14- Görüldüğü üzere, Muğla 3. Ağır Ceza Mahkemesi’nin tarafsız ve bağımsız olmadığı, kamu vicdanına ve dosyadaki maddi delillere örtüşmeyecek şekilde haksız tahrik hükümleri uygulayabileceği ve hatta beraat kararı verebileceği, bir başka anlatımla bize göre açıkça hukuksuz olan beraat kararlarını verebileceği tarafımızca önceden tahayyül edilmiş ve bu durum hemen hemen her celsede tarafımızca mahkeme heyetinin yüzüne karşı açıkça söylenmiştir.

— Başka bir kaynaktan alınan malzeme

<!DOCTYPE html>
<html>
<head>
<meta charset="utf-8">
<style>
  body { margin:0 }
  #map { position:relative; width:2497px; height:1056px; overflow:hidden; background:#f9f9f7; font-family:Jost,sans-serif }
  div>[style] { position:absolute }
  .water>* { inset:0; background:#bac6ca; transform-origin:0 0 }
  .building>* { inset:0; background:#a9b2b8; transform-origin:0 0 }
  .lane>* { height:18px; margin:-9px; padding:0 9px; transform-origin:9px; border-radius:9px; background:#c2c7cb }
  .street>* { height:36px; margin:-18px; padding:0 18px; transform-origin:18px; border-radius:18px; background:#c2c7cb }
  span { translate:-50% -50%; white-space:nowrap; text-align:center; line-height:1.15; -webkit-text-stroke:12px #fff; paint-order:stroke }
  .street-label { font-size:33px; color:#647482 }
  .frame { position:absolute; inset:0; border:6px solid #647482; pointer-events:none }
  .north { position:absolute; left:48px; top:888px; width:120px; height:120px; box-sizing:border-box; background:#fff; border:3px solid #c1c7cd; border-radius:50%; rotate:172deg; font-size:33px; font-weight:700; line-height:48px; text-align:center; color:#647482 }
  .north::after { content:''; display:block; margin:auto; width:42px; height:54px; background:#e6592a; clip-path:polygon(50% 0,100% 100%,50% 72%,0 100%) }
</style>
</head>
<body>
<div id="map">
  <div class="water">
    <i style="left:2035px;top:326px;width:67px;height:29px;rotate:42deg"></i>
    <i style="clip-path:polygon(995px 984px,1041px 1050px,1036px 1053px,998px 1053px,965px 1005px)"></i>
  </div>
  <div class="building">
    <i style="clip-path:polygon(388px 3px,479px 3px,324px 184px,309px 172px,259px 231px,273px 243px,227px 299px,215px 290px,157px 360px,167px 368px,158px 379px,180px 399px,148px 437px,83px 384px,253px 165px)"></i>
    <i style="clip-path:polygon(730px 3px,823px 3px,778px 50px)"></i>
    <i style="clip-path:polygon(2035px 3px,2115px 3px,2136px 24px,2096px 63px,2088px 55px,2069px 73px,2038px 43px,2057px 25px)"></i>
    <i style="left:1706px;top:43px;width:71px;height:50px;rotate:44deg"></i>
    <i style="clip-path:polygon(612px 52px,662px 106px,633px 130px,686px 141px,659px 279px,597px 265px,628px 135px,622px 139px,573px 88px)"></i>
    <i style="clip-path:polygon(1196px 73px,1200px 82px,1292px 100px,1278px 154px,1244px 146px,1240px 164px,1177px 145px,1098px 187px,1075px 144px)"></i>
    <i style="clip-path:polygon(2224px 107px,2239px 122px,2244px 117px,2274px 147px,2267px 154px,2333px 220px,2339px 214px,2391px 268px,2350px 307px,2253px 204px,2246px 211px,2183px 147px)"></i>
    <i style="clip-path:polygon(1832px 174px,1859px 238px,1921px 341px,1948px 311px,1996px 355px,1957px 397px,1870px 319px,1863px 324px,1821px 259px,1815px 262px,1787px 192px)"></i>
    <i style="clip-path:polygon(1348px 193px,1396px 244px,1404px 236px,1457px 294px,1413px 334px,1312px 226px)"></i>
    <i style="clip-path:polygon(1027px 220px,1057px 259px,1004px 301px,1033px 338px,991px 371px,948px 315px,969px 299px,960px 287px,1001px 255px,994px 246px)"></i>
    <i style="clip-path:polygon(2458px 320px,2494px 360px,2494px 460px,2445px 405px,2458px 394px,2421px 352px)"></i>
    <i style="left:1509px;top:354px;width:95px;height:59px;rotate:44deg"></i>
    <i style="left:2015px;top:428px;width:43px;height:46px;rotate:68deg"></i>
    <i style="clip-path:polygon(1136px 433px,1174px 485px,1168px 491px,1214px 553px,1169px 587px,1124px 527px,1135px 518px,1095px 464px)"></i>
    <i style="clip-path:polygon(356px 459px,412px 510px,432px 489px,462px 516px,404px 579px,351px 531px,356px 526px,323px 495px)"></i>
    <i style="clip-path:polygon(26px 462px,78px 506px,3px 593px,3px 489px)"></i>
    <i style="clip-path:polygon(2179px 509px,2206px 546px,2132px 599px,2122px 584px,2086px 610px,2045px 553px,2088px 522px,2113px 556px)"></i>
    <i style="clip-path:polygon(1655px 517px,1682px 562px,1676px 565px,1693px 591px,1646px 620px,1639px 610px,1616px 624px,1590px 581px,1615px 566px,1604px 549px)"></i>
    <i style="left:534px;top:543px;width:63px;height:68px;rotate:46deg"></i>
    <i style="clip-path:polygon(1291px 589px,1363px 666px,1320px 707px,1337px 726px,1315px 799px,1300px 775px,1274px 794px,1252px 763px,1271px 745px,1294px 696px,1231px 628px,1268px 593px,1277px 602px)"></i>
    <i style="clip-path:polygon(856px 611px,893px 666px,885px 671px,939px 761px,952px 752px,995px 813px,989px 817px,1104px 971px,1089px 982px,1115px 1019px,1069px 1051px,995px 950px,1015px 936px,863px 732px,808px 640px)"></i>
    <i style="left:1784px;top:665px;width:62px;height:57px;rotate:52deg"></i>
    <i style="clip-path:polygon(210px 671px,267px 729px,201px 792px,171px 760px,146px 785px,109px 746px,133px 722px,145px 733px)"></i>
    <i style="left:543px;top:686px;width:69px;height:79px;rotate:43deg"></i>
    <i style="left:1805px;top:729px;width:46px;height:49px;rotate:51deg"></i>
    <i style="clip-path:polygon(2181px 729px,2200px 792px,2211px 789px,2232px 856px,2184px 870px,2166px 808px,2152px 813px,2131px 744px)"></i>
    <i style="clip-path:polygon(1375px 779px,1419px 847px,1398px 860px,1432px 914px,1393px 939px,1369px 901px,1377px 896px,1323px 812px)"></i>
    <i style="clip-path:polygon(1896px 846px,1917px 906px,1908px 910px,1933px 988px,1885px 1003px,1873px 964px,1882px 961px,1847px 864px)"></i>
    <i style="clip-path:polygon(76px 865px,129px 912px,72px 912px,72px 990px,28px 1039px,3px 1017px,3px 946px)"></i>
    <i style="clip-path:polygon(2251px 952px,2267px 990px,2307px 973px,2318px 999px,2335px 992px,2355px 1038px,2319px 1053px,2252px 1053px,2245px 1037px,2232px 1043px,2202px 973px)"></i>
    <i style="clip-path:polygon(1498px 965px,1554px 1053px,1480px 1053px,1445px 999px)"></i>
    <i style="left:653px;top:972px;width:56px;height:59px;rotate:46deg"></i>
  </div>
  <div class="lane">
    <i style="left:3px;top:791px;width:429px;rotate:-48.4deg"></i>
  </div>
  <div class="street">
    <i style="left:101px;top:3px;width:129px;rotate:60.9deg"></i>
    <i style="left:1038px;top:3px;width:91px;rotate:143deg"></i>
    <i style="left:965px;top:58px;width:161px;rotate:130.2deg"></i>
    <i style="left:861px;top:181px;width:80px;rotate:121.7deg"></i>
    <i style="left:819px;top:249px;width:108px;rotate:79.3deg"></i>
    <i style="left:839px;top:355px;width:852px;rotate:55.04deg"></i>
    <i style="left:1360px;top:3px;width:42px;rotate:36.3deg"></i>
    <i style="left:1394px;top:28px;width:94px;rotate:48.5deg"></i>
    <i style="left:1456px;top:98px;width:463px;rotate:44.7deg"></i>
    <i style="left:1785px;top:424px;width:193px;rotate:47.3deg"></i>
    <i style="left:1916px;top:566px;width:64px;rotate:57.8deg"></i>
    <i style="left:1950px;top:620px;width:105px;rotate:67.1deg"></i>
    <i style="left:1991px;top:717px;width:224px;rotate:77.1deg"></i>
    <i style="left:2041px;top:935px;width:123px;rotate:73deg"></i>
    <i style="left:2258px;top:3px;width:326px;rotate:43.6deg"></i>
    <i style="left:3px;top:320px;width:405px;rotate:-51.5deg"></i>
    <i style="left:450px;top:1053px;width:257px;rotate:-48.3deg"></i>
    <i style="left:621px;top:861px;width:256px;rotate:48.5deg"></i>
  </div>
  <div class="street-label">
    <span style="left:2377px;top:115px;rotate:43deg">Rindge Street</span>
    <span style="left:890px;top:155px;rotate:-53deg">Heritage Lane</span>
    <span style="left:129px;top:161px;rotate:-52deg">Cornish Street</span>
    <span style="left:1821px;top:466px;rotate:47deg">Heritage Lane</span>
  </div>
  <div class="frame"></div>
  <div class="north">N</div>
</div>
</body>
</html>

Soruşturmanın ilk gününden günümüze kadar mevcut hukuki düzen içerisinde hukuki açıdan başvurulabilecek – olağanüstü kanun yolları dahil- adli ve idari her türlü yola başvurulmuştur. Ancak gelinen aşamada açıkça hukuk garabeti mahiyetindeki karar tesis edilmiştir. Muğla 3. Ağır Ceza Mahkemesi’nin işbu kararına karşı gerek tarafımızca, gerek Muğla Cumhuriyet Başsavcılığı tarafından gerekse Aile ve Sosyal Hizmetler Bakanlığı tarafından istinaf kanun yoluna başvurulmuştur. Adaletin tecelli edeceği, maddi gerçeğin ortaya çıkacağı hakkaniyet zemininde bir kararın istinaf ve temyiz aşamasında verileceğini umut ediyoruz. Gereğini kamuoyunun bilgilerine saygılarımızla sunarız.